Sometimes known as insectophobia, the fear of insects is properly termed entomophobia. The fear is relatively common, particularly in urban areas where coming into contact with a bug is fairly unusual. Urban dwellers' fears of insects often serve as fodder for situation comedies and reality shows that depict their sudden transition to rural or island life.

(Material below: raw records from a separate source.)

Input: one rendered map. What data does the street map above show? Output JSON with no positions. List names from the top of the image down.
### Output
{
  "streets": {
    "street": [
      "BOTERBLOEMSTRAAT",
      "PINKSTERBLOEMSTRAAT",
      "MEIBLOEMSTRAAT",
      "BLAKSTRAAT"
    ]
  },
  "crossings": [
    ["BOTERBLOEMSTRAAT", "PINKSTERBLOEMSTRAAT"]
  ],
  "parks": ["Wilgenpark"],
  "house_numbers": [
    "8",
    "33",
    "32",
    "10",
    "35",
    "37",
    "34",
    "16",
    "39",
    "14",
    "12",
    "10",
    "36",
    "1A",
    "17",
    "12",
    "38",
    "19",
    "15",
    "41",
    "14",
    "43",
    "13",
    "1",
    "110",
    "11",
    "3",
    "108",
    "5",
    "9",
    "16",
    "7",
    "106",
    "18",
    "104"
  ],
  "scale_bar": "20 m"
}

Although they are not technically insects, the fear of spiders is the most prevalent form of entomophobia. Other commonly feared bugs include bees, ants, cockroaches and flies. However, many people fear "bugs" in general, reacting in panic to any insect or related creature that crosses their path.
Fear of Contamination
In many cases of entomophobia, the sufferer is afraid of becoming contaminated by insects. Many bugs, such as cockroaches and flies, do carry disease. However, people with contamination phobias take prudent cleanliness to an extreme.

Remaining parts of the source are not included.